I wanted to post this as a comment but it was too long.
I don't know if it will help but consider to rewrite your function in this way:
$$R(n) = (1 \times 11 \times 111 \times \ldots) - (1 + 11 + 111 + 1111 + \ldots)$$
$$R(n) = \left((10^0) \times (10^0 + 10^1) \times (10^0 + 10^1 + 10^2) \times \ldots\right) - \left((10^0) + (10^1 + 10^0) + (10^2 + 10^1 + 10^0) + \ldots \right)$$
Now with a bit of maths you can check that
$$\left((10^0) \times (10^0 + 10^1) \times (10^0 + 10^1 + 10^2) \times \ldots\right) = \prod_{k = 1}^n \frac{10^k - 1}{9}$$
For what concerns the second part, it's more amusing.

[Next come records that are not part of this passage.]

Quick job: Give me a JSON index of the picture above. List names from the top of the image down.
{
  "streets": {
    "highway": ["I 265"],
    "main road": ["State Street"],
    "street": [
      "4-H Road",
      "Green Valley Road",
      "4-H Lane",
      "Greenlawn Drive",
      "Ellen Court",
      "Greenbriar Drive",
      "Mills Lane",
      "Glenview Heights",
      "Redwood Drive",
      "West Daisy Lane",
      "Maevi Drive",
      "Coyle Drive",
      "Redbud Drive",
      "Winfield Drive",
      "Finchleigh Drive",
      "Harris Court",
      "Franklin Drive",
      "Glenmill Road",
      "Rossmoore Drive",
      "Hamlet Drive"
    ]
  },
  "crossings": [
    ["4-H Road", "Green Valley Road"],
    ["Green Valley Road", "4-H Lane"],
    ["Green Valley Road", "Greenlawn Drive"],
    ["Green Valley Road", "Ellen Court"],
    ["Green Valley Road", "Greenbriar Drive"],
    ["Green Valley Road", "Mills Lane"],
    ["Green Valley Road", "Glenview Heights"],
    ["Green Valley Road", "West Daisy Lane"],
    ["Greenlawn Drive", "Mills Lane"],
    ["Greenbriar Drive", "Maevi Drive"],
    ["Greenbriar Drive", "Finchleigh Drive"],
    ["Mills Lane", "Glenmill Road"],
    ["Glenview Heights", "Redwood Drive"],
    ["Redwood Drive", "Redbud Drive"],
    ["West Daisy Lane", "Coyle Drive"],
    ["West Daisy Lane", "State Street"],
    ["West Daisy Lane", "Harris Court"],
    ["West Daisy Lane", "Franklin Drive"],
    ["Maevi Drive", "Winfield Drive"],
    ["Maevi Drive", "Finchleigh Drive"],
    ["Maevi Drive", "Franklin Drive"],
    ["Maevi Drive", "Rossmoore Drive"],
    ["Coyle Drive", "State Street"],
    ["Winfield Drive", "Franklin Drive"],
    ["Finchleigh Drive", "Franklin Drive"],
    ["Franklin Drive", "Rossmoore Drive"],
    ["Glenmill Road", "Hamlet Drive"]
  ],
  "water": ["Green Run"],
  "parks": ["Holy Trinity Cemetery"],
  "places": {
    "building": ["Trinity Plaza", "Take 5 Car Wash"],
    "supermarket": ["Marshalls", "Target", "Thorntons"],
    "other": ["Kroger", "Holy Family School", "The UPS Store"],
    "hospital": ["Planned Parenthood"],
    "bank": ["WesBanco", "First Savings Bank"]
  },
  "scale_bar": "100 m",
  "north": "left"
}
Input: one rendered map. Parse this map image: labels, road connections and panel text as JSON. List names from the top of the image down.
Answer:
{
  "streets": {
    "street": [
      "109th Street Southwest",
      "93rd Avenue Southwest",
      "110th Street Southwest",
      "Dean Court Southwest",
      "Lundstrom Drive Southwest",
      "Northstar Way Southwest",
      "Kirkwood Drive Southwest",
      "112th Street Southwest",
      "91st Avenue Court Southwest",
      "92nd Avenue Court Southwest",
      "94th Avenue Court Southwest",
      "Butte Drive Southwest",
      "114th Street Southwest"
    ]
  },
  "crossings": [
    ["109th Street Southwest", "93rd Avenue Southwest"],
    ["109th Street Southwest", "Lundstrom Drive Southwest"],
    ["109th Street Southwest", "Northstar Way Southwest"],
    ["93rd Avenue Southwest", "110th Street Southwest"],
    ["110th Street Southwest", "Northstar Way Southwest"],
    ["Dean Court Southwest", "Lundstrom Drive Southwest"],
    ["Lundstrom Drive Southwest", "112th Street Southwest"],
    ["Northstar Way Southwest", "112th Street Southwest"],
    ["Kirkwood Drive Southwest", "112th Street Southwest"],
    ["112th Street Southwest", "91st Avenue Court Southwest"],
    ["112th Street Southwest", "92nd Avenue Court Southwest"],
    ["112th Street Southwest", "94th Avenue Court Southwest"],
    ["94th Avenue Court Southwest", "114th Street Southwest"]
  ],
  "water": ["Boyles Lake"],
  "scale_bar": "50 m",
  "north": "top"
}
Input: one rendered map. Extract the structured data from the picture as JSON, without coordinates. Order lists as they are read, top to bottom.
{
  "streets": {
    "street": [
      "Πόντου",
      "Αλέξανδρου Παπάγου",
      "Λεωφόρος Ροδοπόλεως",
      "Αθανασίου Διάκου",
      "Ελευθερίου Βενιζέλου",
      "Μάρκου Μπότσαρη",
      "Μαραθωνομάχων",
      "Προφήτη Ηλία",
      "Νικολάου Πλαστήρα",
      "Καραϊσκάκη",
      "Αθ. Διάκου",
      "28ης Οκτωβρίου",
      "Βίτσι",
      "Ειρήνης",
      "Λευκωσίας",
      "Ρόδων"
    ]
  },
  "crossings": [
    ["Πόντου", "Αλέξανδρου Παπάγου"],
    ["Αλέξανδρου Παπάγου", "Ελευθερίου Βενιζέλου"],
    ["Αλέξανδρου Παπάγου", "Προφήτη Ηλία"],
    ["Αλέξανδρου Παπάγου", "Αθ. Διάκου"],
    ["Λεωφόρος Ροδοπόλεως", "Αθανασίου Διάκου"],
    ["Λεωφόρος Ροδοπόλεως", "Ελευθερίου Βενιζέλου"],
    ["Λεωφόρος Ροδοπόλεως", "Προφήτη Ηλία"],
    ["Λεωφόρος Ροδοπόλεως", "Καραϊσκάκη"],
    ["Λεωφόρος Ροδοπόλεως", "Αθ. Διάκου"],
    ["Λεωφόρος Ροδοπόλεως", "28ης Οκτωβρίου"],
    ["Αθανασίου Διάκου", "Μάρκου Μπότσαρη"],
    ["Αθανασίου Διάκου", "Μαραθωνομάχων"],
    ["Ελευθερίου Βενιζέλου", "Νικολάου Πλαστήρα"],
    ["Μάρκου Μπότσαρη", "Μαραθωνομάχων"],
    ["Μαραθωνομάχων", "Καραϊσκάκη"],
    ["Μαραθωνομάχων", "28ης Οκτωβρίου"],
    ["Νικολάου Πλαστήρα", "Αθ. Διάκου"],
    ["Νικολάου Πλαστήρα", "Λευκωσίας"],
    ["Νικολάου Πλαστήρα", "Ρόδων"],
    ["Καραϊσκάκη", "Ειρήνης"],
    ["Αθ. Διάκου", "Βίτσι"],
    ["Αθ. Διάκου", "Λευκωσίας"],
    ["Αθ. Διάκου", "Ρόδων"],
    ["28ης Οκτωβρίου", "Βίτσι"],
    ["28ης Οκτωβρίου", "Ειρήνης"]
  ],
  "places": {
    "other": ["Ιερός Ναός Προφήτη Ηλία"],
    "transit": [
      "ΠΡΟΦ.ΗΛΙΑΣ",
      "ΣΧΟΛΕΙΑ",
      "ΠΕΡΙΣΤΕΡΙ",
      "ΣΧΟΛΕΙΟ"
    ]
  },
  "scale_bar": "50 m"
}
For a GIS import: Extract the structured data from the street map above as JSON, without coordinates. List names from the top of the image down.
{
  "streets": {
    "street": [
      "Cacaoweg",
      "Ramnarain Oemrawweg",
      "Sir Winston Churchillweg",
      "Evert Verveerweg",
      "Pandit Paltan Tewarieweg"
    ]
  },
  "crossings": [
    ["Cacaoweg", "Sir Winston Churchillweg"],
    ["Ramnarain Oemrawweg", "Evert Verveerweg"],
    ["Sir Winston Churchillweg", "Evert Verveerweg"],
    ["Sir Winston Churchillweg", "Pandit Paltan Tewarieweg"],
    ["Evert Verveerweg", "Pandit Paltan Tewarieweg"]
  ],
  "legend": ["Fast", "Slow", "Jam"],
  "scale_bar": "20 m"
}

Indeed we have
$$\left((10^0) + (10^1 + 10^0) + (10^2 + 10^1 + 10^0) + \ldots \right)$$
But as we tend to $n$, we can easily check that there will be $n$ terms of $10^0$, $n-1$ terms of $10^1$, $n-2$ terms of $10^2$ and so on, which means
$$\left((10^0) + (10^1 + 10^0) + (10^2 + 10^1 + 10^0) + \ldots \right) = \sum_{k = 0}^{n-1} (n-k)10^k$$
Now with a bit of help (mathematica rules), the productory gives
$$\prod_{k = 1}^n \frac{10^k - 1}{9} = 9^{-k} {Q}_p (10, 10, k)$$
Where ${Q}_p (10, 10, k)$ is the so called q-Pochammer symbol, whose definition is
$${Q}_p (a, q, k) = \prod_{i = 0}^{k-1} (1 - aq^i)$$
Ref https://en.wikipedia.org/wiki/Q-Pochhammer_symbol
Whereas the sum gives
$$\sum_{k = 0}^{n-1} (n-k)10^k = \frac{1}{81}\left(10^{1+n} - 9n - 10\right)$$
Thus your function is
$$R(n) = 9^{-k} {Q}_p (10, 10, k) - \frac{1}{81}\left(10^{1+n} - 9n - 10\right)$$
As I said, I don't know if this helps, but it's a good way to check $R(n)$ quite fast.
Please If I made some mistake, make a comment. I liked this question and I immediately got involved in trying to find a suitable general form for $R(n)$.